J’ai essayé la guitare avant de m’apercevoir très vite que je n’étais pas fait pour ça. Je suis plutôt dans l’optique d’en écouter beaucoup. Je regarde peu la télé, j’écoute de la musique. Comme je bois peu d’alcool, j’achète les disques à la fin du concert. Mes copains me font souvent la réflexion : « Tu as vu tout ce que tu as mis comme argent dans les disques ? » D’accord, mais moi, je dépense très peu en bière ou en alcool, je préfère acheter les disques…
Tu as participé à l’organisation de festivals, à part celui de Cahors ?
J’ai surtout servi de relais ou d’intermédiaire. On me demande où on peut jouer à Toulouse ou dans la région, si je connais telle ou telle personne… Les gens savent que je tourne beaucoup sur les concerts, que je vois jusqu’à 70 artistes sur scène par an. Mais je ne suis plus tourneur.
Tu as été tourneur ?
Oui, c’était il y a quelques années. On avait essayé de faire un « putsch » au festival de blues de Cahors. On n’était plus trop d’accord avec la gestion du festival. On a perdu ce « putsch », et on a décidé de partir. Avec un des musiciens, qui participait à la programmation avec moi, on a monté une structure, « L’Étroit Tours », avec laquelle on a fait tourner des artistes de blues pendant quatre ans. Au festival, on nous demandait des têtes d’affiche, et nous, on préférait faire venir des bluesmen obscurs que l’on connaissait. On essayait à chaque fois de leur trouver quelques dates en France pour qu’ils ne viennent pas que pour Cahors. En partant de ce constat, on s’est dit : « On le fait pour le festival, on va le faire pour nous. » On avait les contacts, et donc on l’a fait. On a fait tourner des bluesmen américains en France et en Europe. Une année, on a fait 70 ou 80 dates.
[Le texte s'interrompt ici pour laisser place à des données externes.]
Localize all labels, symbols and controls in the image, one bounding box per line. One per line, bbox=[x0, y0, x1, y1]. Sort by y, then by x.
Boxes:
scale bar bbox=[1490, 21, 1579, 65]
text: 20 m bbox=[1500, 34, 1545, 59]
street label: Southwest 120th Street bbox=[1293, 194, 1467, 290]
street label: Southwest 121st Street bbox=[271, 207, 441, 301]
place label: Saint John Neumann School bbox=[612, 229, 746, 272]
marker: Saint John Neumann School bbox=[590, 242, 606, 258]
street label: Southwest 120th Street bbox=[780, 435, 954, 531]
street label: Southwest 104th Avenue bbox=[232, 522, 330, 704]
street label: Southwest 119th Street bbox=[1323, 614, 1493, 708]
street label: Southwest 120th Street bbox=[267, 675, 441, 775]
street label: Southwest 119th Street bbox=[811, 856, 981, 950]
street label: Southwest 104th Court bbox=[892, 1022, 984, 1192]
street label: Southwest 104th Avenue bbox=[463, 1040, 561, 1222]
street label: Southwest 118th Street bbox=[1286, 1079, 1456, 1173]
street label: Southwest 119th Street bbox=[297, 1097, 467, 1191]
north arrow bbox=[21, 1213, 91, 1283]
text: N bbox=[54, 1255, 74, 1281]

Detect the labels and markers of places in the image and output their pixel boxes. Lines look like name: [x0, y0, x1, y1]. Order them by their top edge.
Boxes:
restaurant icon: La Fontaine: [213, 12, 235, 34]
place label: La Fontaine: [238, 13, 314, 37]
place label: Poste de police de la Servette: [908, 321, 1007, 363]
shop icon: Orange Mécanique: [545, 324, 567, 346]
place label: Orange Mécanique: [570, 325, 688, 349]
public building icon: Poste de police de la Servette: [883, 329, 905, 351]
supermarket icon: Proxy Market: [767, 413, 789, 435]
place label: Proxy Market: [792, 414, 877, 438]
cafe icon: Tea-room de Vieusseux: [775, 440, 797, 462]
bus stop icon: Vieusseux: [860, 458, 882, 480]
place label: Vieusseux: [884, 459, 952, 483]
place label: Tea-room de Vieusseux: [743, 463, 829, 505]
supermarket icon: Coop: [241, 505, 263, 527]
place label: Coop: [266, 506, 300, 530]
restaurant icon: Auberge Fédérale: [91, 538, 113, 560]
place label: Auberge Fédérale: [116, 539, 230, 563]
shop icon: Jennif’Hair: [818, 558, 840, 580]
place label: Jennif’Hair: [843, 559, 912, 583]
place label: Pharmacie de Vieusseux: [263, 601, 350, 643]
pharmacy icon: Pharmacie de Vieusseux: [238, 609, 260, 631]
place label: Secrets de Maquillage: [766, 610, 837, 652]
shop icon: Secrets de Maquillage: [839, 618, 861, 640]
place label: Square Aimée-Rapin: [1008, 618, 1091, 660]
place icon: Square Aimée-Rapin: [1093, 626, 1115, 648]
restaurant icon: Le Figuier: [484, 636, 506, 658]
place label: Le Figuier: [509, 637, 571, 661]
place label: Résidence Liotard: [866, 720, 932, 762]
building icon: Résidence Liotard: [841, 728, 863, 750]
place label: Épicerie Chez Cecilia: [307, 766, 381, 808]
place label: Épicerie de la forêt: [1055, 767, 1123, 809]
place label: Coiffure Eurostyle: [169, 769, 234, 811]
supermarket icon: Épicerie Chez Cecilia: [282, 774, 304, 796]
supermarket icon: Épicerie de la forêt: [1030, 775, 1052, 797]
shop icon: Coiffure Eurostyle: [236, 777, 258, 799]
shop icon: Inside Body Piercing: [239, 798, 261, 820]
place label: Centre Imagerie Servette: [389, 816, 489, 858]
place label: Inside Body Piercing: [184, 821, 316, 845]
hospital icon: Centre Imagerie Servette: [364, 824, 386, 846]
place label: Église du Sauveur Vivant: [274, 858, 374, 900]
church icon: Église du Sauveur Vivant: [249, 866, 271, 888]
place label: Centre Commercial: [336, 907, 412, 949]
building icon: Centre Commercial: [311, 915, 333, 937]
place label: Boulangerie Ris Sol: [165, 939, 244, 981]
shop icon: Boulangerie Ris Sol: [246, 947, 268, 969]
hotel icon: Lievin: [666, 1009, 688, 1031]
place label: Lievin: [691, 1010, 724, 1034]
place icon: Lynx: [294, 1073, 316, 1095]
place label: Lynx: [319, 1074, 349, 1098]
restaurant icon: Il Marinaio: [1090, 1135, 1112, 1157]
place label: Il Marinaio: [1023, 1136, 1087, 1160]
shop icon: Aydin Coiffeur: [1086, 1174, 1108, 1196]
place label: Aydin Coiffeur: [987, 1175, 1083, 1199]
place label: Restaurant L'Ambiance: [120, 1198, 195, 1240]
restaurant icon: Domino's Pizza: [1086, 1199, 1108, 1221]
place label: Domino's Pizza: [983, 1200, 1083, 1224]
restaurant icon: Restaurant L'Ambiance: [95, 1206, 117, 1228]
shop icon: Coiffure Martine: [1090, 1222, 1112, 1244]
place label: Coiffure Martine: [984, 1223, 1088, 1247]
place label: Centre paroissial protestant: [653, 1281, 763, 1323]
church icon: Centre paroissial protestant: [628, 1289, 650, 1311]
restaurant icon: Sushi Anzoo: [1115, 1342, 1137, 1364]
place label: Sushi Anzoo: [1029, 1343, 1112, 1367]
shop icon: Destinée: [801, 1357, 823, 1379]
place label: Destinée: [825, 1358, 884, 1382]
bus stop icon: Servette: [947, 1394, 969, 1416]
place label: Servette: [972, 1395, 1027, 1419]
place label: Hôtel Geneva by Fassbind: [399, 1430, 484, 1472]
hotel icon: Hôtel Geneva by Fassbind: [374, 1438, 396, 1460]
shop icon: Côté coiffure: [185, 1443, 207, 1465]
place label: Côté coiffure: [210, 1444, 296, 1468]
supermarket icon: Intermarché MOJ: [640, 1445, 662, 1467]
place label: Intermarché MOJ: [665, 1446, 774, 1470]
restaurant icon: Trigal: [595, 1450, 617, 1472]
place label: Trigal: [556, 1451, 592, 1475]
Prairie Dogs Music est donc ton premier label ?
Le premier où je m’investis, oui !
Mais tu connais beaucoup de monde ?
Je tourne beaucoup sur les concerts et les festivals, et donc, forcément, à force, tu connais du monde. Je ne connais pas bien le milieu parisien, mais je croise beaucoup de monde au « Cosmic Trip » à Bourges ou à « Binic ». En fait, ce sont souvent les mêmes que tu croises.
C’est quoi ton ambition par rapport au label ?
C’est une aventure ! Je voudrais bien que l’on sorte un bel objet avec de beaux retours pour Out Of The Fire, et que cela nous permette de sortir d’autres choses par la suite.
Quel était ton rapport avec Bruce Joyner ?
J’ai acheté ses disques. Il doit me manquer deux ou trois bricoles pour avoir l’intégrale. Comme beaucoup de monde, j’ai acheté les disques de New Rose et Closer. C’était un artiste que je trouvais fascinant, avec son côté un peu… bancal, un peu poète maudit. Sa musique est raffinée, et elle m’a toujours plu…
Tu es donc un grand amateur de « rock garage » ?
Oui, parce que j’ai trouvé là une communauté où je me sens bien ! Il y a un circuit en France où il y a ces groupes garage qui viennent du monde entier. C’est à se demander comment ils arrivent à faire venir des groupes d’Australie ou du Japon. Ils ne sont sûrement pas bien payés, mais ils sont contents d’être là, et c’est chouette !
Tu as aussi une expérience de distributeur ?
(Énorme rire) Disons que j’ai aidé à placer quelques disques de Closer, comme la compilation « Eyes On You vol 3 » chez quelques disquaires où je me rends régulièrement, ça ne va pas plus loin. Mais je suis très motivé pour le faire pour « Prairie Dogs Music ».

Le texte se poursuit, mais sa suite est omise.